Stored data entries>
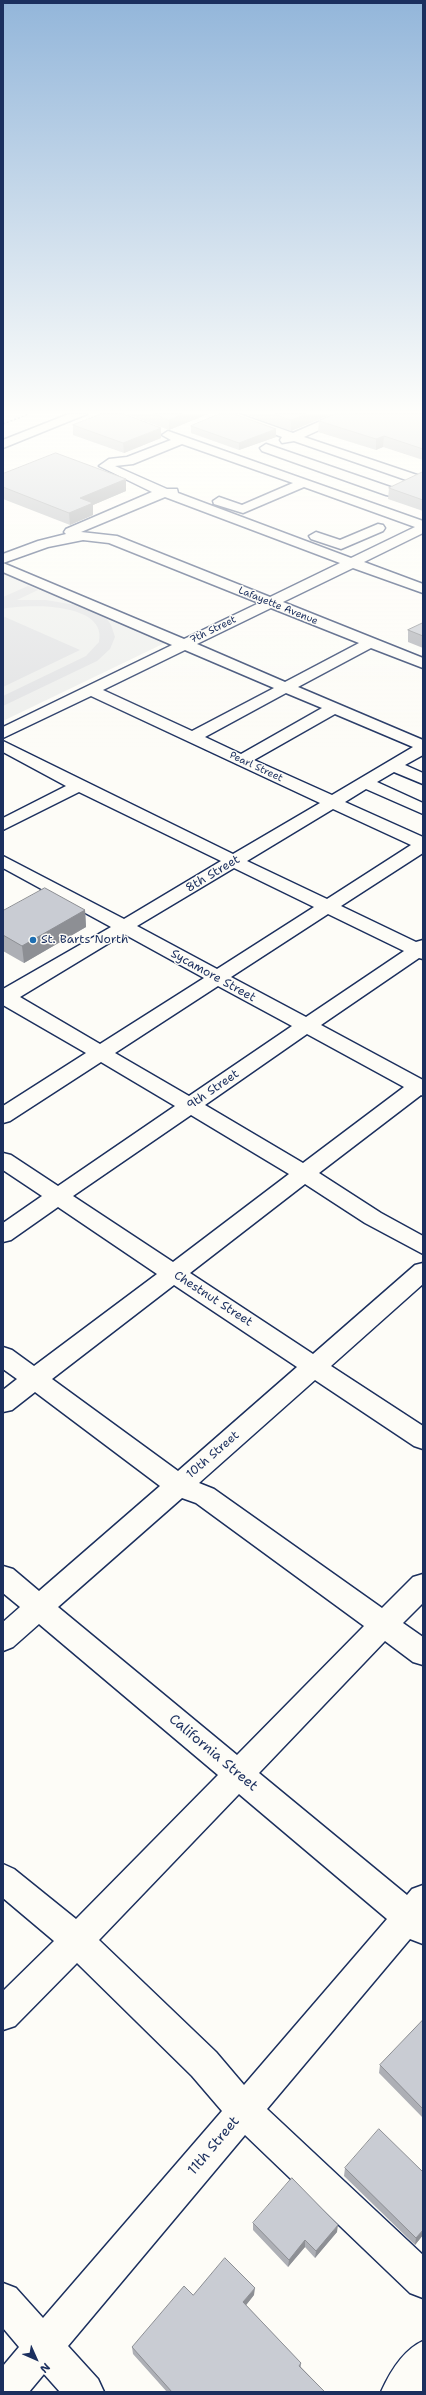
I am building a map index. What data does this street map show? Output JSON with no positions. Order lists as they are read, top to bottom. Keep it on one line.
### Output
{"streets":{"street":["Lafayette Avenue","7th Street","Pearl Street","8th Street","Sycamore Street","9th Street","Chestnut Street","10th Street","California Street","11th Street"]},"crossings":[["Lafayette Avenue","7th Street"],["7th Street","Pearl Street"],["Pearl Street","8th Street"],["8th Street","Sycamore Street"],["Sycamore Street","9th Street"],["9th Street","Chestnut Street"],["Chestnut Street","10th Street"],["10th Street","California Street"],["California Street","11th Street"]],"places":["St. Barts North"],"north":"bottom right"}
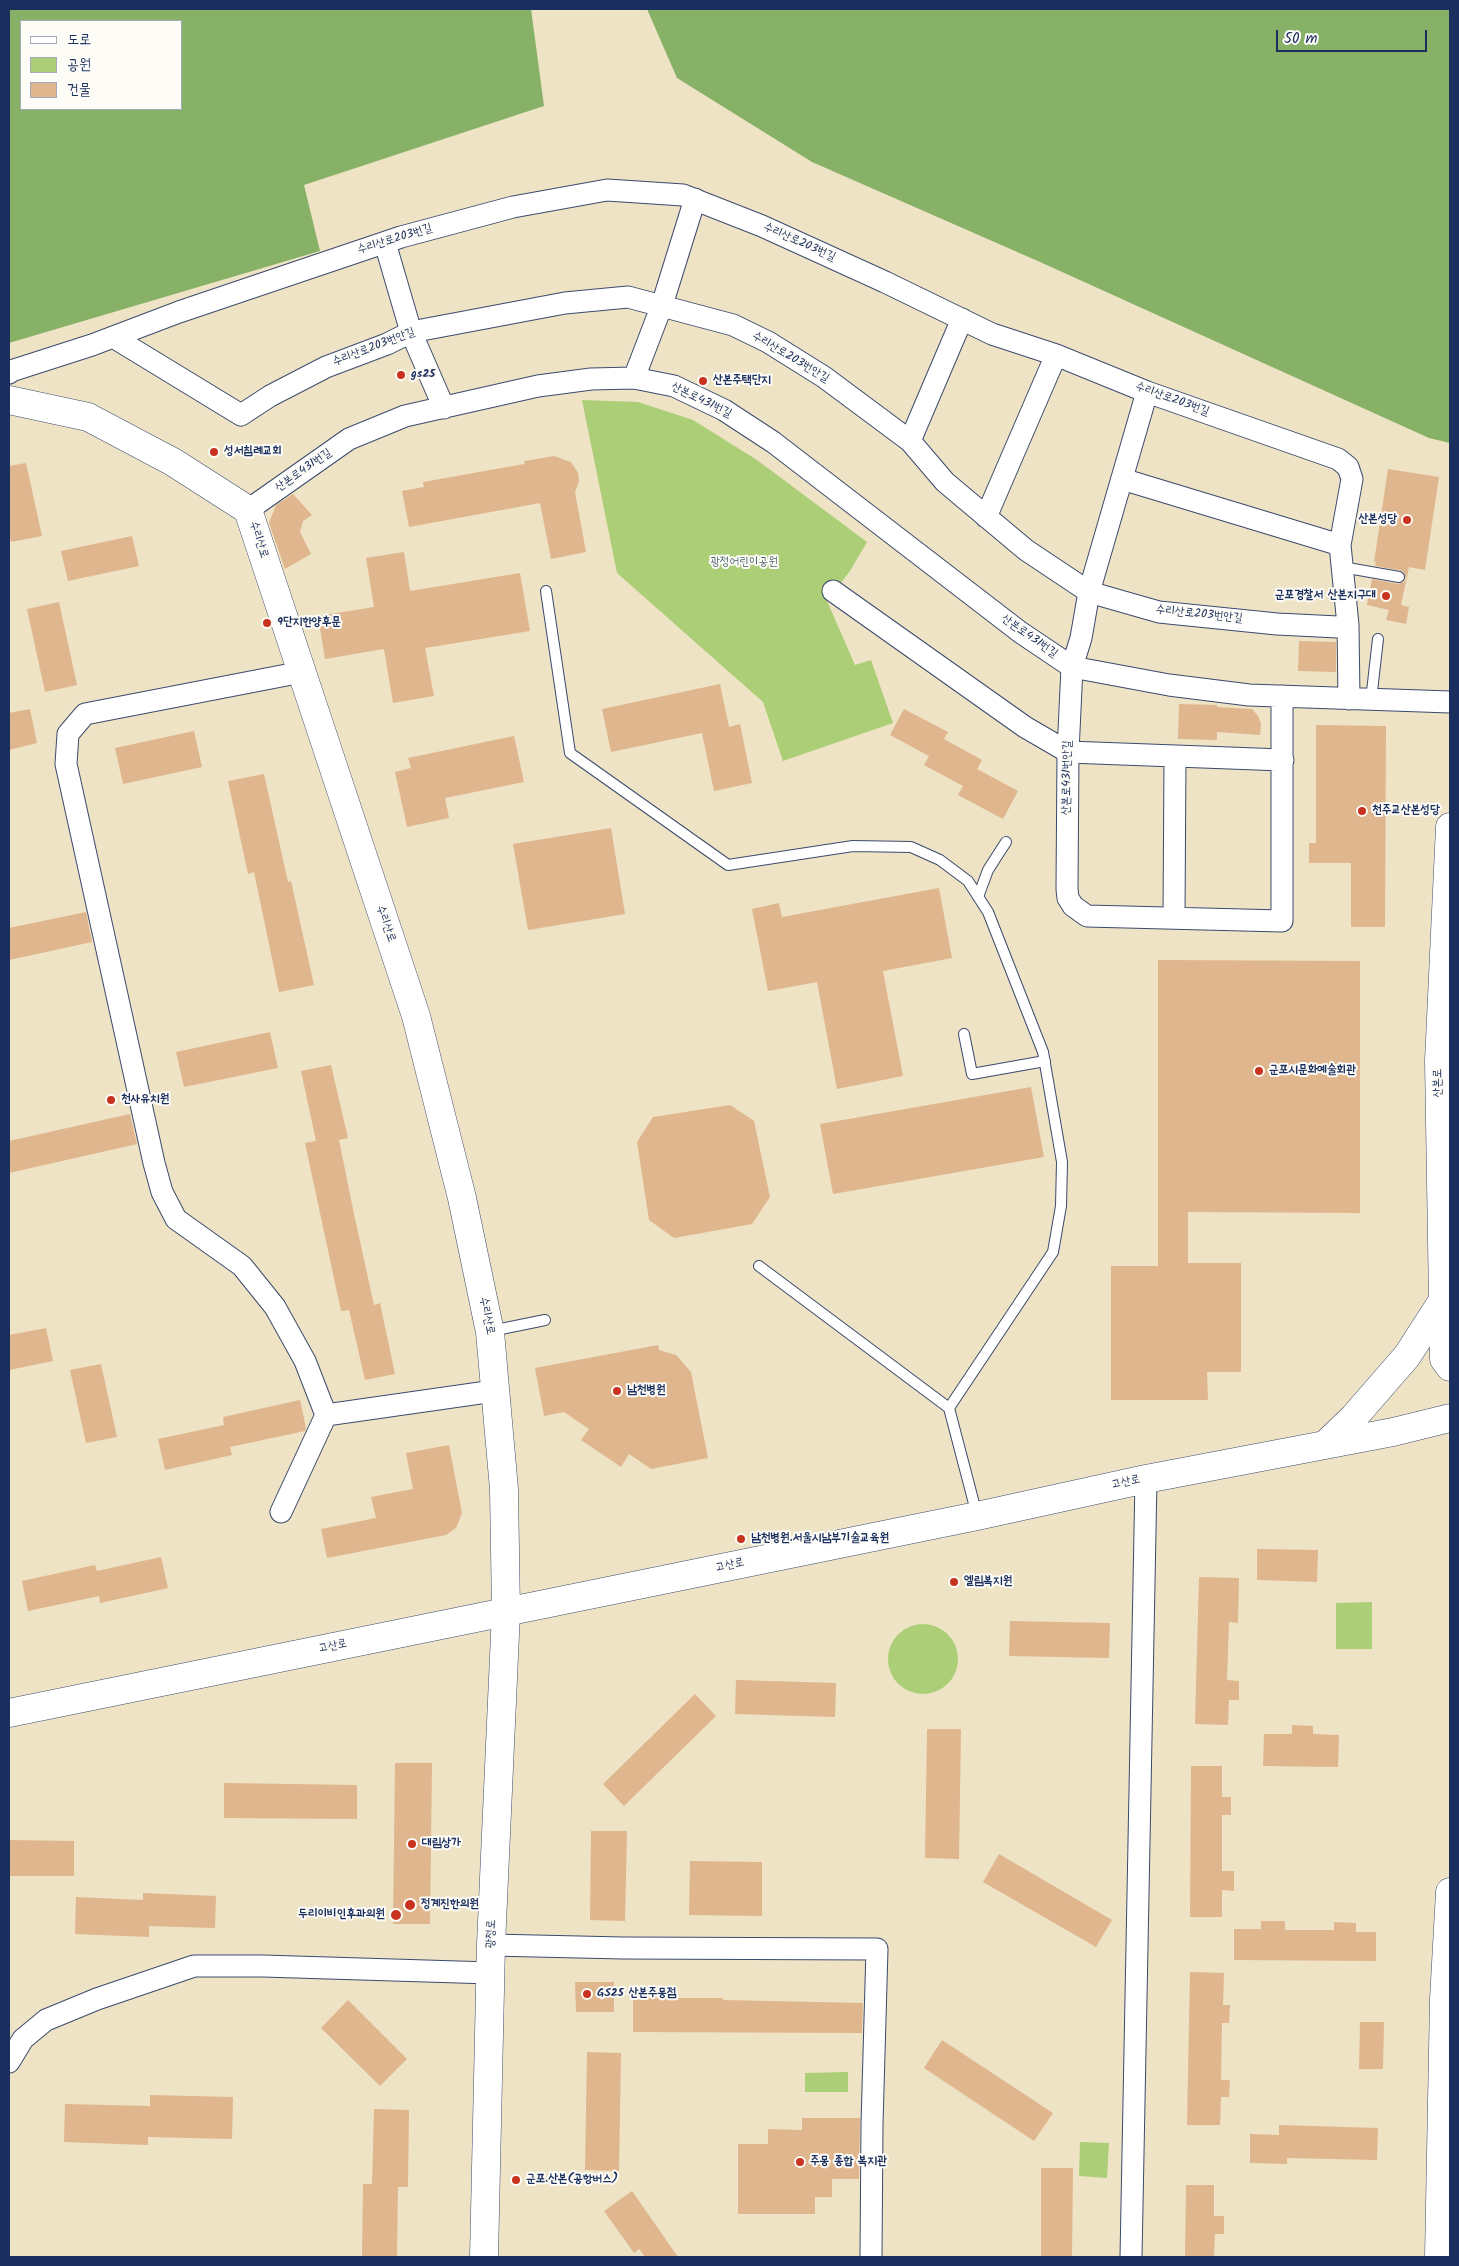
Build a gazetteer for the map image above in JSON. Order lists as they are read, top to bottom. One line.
{"streets":{"street":["수리산로203번길","수리산로203번안길","산본로431번길","수리산로","산본로431번안길","산본로","고산로","광정로"]},"crossings":[["수리산로203번길","수리산로203번안길"],["수리산로203번길","산본로431번길"],["수리산로203번안길","산본로431번길"],["산본로431번길","수리산로"],["산본로431번길","산본로431번안길"],["수리산로","고산로"],["수리산로","광정로"],["고산로","광정로"]],"parks":["광정어린이공원"],"places":["gs25","산본주택단지","성서침례교회","산본성당","군포경찰서 산본지구대","9단지한양후문","천주교산본성당","군포시문화예술회관","천사유치원","남천병원","남천병원.서울시남부기술교육원","엘림복지원","대림상가","정계진한의원","두리이비인후과의원","GS25 산본주몽점","주몽 종합 복지관","군포.산본(공항버스)"],"legend":["도로","공원","건물"],"scale_bar":"50 m"}
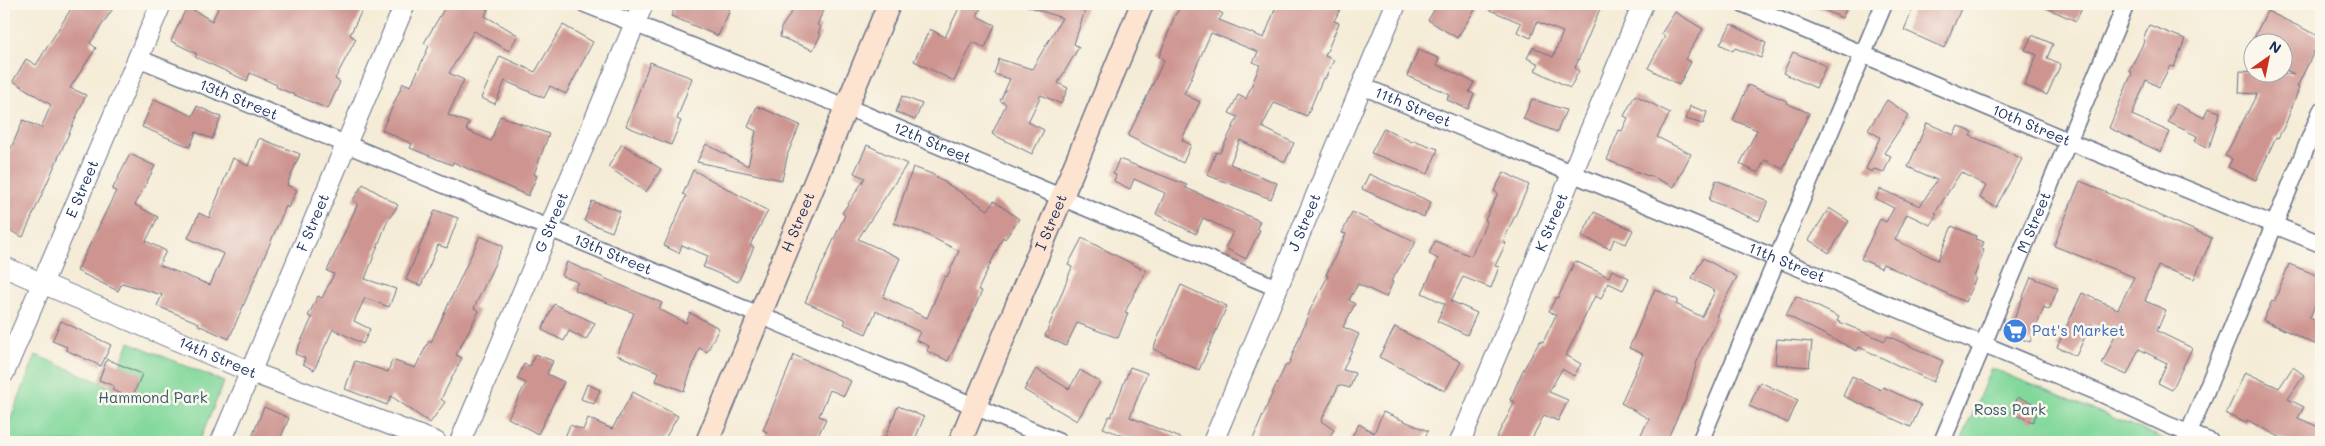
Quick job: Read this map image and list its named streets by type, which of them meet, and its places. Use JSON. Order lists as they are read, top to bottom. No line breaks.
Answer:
{"streets":{"main road":["H Street","I Street"],"street":["13th Street","11th Street","10th Street","12th Street","E Street","F Street","G Street","J Street","K Street","M Street","14th Street"]},"crossings":[["13th Street","E Street"],["13th Street","F Street"],["13th Street","G Street"],["13th Street","H Street"],["13th Street","I Street"],["11th Street","J Street"],["11th Street","K Street"],["11th Street","M Street"],["10th Street","M Street"],["12th Street","G Street"],["12th Street","H Street"],["12th Street","I Street"],["12th Street","J Street"],["E Street","14th Street"],["F Street","14th Street"]],"parks":["Hammond Park","Ross Park"],"places":{"supermarket":["Pat's Market"]},"north":"top right"}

Your task> Using the data above, return each line that includes the word "this".

Answer below>
I am building a map index. What data does this street map show? Output JSON with no positions. Order lists as they are read, top to bottom. Keep it on one line.
Quick job: Read this map image and list its named streets by type, which of them meet, and its places. Use JSON. Order lists as they are read, top to bottom. No line breaks.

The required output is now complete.